A steady stream of data this morning from European nation’s points strongly toward the economic recovery gaining traction in the region. The session was kicked off early by stronger than expected Swiss GDP reading from Q4 which came in at 0.9% quarter-on-quarter beating consensus expectations of 0.5%. The unexpected quickening of pace in the Swiss economy came on the back of rising investments, which rose 4%, offsetting falling exports. The SNB President Hildebrand said recently that the economy is gaining momentum as companies boost spending and low unemployment leaves money in consumers’ pockets to spend. This data was reinforced by the SVME-PMI, also released this morning, which showed Swiss manufacturing growth accelerating to a seven-month high. Despite the solid Swiss data this morning the franc remained under pressure as the unwinding of safe haven plays which had boosted the franc recently took their toll and offset the strong data.
Turning to Euro-zone PMIs, euro-area manufacturing growth increased to the fastest pace in more than 10 years, data this morning showed. The figure was bolstered by strong PMI showings from Italy, France and Germany earlier in the session indicating that the manufacturing sector is helping to boost economic growth in the region as exports continue to counter the impact of austerity measures on domestic demand. Chief Economist at Markit Economics, Chris Williamson, said that after “having slowed late last year, manufacturing growth has revived to a pace even stronger than the 3.3% quarterly rate seen at the peak last May. Especially encouraging is the indication that growth is picking up in the region’s periphery, led by rising exports”.
Finally, German unemployment dropped sharply, falling 52,000 (vs. expectations of 18,000) to 3.07 million or 7.3%, the lowest since September 1992 as demand for cars and machines surged. As economic growth continues to broaden in Germany companies are investing in hiring new workers to help meet the new demand for goods which will also boost domestic demand as more citizens go home with paychecks. There are however, some concerns that the divide between Germany and some periphery nations is widening to worrying levels. While unemployment plunged in Germany, Ireland’s unemployment more than tripled over the same period to 13.4%, the jobless rate in Spain was 20.3% in December and in Greece it was 13.9% in November. As German growth continues apace with demand for exports from Asia underpinning growth and consumer consumption remaining steady the divide between periphery states and Germany is only likely to widen which could have ominous implications for the euro-region.

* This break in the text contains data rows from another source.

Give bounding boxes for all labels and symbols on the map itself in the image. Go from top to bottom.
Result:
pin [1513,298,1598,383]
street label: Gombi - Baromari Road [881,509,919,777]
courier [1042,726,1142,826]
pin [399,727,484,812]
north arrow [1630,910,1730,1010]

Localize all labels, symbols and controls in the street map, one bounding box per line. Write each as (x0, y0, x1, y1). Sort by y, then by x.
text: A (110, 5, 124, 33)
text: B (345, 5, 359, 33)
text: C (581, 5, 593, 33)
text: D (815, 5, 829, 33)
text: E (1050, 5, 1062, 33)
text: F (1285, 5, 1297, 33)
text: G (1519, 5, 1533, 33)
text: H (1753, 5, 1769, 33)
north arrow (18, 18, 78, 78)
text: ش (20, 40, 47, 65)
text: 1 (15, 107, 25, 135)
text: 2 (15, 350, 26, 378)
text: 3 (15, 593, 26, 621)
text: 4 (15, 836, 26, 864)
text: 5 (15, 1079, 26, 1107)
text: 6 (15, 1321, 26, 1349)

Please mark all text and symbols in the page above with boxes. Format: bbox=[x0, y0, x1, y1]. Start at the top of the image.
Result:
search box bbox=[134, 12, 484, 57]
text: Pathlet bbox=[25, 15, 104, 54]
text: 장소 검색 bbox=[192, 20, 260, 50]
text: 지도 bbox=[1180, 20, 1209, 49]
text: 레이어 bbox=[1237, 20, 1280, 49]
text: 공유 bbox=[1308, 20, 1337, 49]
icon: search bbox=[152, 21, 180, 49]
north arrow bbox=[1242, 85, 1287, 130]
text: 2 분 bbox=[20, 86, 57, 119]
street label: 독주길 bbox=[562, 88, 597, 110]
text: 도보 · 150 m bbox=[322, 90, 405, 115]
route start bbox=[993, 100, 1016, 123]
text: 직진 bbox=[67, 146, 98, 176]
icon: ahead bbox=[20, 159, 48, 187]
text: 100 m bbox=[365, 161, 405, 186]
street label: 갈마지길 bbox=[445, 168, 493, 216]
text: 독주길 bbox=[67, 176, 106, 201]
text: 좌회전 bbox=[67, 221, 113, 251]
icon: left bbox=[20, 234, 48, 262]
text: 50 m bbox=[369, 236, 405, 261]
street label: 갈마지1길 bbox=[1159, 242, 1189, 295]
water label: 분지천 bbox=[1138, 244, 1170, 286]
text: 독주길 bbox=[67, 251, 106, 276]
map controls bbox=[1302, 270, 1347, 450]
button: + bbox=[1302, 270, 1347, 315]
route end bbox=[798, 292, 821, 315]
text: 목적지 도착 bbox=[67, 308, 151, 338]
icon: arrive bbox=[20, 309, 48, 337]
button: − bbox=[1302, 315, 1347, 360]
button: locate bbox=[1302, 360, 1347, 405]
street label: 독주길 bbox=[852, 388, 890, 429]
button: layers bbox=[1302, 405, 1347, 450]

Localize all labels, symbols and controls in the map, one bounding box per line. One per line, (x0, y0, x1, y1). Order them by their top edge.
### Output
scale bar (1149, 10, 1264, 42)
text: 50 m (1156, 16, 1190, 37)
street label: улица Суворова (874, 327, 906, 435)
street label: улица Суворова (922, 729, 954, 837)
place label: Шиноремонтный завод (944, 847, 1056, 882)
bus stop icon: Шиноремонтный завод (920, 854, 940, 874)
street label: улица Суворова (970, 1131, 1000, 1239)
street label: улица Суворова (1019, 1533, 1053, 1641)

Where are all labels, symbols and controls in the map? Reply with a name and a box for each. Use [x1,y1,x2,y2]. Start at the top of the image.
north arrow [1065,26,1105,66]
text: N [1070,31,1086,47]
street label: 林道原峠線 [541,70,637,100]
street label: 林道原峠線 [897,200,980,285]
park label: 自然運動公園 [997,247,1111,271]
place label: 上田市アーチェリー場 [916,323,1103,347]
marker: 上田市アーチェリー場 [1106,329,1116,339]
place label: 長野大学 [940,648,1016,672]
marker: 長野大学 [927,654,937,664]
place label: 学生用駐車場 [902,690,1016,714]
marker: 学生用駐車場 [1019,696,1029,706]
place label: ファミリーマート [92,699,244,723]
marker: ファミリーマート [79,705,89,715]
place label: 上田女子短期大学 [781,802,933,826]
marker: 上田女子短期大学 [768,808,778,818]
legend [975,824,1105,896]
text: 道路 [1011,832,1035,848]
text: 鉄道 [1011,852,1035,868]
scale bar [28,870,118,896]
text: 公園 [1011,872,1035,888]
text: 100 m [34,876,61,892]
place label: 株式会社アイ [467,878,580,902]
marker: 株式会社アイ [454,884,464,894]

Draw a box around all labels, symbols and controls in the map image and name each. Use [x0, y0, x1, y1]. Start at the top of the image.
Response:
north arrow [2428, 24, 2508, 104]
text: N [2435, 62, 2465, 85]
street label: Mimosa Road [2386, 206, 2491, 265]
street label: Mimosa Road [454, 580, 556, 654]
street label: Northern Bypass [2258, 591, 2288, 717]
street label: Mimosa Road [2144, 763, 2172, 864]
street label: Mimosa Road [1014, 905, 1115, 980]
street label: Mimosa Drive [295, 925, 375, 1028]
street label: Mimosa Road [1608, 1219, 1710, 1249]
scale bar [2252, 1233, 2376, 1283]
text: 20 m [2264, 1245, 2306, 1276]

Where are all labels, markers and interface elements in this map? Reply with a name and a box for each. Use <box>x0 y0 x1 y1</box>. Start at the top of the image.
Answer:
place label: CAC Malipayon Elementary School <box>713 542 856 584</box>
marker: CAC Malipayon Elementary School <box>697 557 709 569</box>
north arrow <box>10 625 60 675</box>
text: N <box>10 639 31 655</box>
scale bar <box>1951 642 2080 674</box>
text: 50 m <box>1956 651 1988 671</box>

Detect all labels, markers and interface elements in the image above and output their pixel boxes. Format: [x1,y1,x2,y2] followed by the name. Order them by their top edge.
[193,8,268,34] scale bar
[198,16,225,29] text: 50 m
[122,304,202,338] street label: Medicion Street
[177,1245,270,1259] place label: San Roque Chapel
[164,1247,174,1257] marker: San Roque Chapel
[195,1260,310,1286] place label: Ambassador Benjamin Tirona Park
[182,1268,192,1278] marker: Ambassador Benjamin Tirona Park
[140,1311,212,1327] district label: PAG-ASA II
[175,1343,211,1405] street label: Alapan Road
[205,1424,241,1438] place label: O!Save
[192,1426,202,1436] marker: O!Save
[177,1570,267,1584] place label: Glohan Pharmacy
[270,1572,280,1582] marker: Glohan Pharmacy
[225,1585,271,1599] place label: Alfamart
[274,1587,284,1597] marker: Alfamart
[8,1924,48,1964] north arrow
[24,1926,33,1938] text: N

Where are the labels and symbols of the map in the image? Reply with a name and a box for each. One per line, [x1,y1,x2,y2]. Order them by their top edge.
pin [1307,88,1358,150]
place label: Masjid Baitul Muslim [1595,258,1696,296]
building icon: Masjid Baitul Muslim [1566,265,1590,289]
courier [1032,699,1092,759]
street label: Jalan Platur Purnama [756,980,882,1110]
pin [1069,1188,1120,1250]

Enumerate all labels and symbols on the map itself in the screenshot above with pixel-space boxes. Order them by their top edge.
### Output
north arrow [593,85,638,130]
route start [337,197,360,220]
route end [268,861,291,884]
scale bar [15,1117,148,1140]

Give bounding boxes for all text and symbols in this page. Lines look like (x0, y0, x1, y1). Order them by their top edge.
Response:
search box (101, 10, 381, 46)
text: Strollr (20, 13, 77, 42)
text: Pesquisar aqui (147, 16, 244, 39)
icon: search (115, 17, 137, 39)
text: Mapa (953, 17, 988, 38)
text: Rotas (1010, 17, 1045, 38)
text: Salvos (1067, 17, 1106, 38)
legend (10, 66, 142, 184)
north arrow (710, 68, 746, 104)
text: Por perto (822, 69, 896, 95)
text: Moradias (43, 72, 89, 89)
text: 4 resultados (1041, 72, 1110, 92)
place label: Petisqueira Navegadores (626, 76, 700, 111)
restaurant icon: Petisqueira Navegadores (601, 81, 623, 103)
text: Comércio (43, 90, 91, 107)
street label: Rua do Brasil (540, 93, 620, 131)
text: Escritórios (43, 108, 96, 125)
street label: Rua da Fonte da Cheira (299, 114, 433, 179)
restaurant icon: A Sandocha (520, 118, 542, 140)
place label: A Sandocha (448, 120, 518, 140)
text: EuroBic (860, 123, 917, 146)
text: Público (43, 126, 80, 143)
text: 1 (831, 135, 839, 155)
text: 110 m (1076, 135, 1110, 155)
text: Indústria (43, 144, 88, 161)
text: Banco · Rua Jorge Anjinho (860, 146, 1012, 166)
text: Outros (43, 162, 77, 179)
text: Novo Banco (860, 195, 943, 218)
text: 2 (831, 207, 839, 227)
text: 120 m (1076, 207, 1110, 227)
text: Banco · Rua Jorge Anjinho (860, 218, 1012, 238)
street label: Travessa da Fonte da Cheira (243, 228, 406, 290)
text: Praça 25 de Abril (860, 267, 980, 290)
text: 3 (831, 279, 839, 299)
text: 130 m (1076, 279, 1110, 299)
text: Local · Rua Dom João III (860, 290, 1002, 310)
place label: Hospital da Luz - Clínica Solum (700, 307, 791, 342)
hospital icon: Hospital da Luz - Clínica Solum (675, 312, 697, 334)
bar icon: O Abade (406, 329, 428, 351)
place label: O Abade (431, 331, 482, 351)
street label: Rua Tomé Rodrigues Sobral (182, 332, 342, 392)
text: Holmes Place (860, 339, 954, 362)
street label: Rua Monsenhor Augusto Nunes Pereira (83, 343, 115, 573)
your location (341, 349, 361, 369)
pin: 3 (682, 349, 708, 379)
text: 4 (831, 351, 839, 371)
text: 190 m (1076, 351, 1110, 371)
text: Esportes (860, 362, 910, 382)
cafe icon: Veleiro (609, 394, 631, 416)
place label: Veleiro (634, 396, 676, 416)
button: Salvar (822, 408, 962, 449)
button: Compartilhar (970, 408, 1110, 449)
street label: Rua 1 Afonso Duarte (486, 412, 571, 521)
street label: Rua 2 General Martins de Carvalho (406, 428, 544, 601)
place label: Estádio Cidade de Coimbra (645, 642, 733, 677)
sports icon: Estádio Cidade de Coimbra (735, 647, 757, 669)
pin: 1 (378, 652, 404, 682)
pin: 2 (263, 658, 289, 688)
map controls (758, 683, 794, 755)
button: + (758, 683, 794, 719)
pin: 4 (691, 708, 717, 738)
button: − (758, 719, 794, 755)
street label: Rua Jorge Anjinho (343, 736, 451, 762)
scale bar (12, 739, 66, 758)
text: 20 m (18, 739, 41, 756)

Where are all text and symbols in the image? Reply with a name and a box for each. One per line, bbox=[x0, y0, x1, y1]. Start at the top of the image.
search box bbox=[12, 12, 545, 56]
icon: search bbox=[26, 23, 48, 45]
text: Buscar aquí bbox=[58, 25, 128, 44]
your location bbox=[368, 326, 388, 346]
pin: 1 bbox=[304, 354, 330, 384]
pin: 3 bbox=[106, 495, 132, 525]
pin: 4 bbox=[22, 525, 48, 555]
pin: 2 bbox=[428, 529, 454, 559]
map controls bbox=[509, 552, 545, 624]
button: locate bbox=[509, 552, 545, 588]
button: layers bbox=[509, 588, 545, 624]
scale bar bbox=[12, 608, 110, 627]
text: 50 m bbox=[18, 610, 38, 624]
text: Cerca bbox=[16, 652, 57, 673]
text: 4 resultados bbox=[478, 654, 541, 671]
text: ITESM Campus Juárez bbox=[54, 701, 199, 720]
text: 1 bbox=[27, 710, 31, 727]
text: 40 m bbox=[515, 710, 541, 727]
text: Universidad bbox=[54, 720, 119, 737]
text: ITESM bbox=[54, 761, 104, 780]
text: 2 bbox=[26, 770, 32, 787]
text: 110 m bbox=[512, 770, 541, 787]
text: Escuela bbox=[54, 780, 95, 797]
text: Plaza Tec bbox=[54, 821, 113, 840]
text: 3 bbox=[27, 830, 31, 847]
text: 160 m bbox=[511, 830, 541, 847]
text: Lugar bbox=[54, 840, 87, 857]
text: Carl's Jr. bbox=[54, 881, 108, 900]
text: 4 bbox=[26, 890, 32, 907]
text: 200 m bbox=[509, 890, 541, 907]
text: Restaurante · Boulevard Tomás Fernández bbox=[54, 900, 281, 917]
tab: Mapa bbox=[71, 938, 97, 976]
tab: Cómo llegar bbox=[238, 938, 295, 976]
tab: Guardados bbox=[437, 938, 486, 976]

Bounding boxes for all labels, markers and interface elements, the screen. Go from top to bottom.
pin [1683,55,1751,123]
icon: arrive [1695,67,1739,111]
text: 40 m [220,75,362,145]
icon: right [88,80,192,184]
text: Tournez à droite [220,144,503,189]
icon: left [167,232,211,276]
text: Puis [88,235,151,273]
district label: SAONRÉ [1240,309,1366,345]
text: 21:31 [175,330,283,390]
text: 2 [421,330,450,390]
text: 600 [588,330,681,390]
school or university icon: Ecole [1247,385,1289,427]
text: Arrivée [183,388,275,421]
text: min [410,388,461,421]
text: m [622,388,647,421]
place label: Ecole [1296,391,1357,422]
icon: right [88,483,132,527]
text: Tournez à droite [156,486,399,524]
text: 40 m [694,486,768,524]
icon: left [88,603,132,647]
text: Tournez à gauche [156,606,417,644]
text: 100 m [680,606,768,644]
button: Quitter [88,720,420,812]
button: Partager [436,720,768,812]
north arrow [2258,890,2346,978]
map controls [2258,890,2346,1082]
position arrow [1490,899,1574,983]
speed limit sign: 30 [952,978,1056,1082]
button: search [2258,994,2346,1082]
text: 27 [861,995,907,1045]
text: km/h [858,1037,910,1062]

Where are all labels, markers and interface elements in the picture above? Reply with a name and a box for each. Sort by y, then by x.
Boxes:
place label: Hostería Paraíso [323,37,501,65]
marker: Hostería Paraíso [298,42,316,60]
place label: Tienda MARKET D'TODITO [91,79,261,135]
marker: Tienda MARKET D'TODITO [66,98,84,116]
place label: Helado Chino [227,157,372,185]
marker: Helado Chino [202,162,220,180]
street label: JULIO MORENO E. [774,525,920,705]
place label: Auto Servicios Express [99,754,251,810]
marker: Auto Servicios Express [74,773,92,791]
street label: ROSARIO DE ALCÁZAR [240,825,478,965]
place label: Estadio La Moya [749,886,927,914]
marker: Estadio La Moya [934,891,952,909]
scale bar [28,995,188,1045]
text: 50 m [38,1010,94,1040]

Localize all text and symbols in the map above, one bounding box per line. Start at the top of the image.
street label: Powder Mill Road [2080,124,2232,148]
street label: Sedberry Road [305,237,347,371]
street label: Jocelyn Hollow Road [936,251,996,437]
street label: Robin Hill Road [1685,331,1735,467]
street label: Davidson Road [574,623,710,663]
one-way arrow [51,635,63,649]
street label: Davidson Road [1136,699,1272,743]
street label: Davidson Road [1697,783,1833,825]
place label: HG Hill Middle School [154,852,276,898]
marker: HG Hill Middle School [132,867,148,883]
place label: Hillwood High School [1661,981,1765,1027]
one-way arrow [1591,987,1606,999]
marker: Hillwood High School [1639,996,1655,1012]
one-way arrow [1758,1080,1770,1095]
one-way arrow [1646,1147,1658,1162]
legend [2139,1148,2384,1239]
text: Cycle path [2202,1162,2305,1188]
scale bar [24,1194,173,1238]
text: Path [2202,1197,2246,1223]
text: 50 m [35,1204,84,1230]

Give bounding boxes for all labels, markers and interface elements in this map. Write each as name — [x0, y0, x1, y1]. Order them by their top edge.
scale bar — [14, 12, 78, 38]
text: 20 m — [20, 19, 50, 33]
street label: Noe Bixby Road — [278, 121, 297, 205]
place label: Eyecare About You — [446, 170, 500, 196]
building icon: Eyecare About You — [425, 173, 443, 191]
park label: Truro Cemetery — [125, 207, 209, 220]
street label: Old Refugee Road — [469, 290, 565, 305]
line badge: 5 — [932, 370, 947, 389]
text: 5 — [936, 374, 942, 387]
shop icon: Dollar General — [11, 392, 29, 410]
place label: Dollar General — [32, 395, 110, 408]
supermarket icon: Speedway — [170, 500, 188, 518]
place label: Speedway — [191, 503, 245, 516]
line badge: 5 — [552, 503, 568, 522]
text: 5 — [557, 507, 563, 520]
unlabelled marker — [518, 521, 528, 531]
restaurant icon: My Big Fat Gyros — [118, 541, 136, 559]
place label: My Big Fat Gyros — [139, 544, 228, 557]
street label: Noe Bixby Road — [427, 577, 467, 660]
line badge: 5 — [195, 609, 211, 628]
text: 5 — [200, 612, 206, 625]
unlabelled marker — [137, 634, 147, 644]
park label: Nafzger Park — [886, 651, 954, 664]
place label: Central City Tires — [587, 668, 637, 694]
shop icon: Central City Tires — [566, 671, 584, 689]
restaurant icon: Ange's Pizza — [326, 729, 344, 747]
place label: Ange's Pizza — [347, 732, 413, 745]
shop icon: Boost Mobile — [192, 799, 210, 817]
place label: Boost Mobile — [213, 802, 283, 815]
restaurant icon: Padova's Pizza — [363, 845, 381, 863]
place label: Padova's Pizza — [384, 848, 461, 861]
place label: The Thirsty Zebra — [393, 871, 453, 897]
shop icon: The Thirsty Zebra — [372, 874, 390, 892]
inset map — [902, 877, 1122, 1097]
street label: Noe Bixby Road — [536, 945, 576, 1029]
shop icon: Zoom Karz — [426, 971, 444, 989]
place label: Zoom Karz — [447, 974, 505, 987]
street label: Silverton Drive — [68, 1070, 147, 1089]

The euro caught some fresh bids upon the release of strong PMIs and German unemployment data toward 1.3850. However, as long as the pair is unable to break and close above the 1.3880 level then we could see the euro continue to consolidate around this region before making a move back lower. On the bullish side, the recent comments from ECB Draghi and others may keep the euro underpinned as speculation ramps up of the ECB hiking its interest rates sometime soon if inflationary pressure picks up. On balance then, after a raft of strong fundamental data from the euro-region this morning and speculation of rate hikes we view the euro risks skewed to the upside with further gains likely in Eur/Usd.